• [TASK DETAILS] Should a line in the entries below contain "アオヤマモータース", return that line.

----- DATASET CONTENT

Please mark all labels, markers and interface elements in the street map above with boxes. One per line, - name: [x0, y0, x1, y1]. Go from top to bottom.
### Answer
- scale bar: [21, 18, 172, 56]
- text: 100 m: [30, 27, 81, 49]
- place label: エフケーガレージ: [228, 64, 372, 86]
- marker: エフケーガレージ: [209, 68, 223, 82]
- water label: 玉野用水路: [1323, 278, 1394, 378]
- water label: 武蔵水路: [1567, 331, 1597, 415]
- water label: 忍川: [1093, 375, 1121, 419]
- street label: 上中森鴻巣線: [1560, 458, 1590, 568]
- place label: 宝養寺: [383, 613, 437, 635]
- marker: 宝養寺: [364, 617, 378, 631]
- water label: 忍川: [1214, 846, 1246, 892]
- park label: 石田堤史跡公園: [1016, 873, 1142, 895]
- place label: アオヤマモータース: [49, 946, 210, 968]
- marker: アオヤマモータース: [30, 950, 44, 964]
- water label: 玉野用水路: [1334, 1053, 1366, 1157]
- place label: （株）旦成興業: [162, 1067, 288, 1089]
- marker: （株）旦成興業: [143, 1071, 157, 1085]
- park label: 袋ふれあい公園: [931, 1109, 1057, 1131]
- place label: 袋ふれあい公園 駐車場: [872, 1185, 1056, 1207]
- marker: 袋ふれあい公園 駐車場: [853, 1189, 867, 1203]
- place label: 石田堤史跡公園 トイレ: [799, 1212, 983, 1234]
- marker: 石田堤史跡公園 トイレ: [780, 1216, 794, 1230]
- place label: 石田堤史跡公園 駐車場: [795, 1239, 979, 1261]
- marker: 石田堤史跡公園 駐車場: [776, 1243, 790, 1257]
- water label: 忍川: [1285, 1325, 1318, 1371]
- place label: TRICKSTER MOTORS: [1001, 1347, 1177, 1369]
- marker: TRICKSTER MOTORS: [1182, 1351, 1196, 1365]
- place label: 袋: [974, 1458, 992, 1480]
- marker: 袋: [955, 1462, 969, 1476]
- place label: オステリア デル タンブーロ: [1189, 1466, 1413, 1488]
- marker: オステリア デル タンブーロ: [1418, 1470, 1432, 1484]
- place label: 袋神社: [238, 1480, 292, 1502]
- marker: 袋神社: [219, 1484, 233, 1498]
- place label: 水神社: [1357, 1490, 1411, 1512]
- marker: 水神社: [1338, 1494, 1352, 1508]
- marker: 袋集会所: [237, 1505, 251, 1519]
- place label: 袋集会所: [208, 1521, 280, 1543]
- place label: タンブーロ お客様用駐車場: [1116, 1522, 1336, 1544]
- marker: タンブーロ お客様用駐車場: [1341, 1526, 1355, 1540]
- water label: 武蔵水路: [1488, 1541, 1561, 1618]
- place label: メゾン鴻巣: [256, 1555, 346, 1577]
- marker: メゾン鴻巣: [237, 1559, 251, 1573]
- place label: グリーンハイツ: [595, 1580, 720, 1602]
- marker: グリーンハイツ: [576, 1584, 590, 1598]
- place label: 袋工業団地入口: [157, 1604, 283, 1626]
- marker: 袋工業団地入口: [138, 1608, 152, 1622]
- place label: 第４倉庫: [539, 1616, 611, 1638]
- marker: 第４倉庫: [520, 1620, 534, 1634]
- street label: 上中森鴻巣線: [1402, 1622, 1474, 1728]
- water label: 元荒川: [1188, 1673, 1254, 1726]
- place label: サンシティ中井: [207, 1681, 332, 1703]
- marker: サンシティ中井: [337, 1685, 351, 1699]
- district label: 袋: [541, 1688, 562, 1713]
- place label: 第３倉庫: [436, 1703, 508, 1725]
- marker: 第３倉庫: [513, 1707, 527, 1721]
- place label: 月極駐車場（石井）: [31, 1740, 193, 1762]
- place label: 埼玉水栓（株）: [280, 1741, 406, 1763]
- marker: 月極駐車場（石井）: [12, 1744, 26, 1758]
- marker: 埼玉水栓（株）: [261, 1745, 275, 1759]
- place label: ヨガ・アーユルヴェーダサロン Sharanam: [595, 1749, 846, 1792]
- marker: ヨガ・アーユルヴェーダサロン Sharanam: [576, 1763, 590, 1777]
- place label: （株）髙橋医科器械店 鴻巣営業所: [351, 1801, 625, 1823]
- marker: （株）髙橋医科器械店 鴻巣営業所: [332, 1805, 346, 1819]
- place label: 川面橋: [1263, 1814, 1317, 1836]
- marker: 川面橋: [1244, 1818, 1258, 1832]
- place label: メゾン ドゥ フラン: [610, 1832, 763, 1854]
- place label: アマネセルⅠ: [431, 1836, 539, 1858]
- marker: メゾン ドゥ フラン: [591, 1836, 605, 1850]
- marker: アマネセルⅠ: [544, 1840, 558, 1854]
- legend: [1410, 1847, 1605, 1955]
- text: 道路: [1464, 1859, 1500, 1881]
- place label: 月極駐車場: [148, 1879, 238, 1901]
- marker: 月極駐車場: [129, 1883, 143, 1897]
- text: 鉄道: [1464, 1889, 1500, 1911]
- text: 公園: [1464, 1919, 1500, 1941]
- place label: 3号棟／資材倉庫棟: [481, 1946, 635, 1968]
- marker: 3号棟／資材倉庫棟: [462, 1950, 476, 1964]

----------

• [ANSWER SECTION]
- place label: アオヤマモータース: [49, 946, 210, 968]
- marker: アオヤマモータース: [30, 950, 44, 964]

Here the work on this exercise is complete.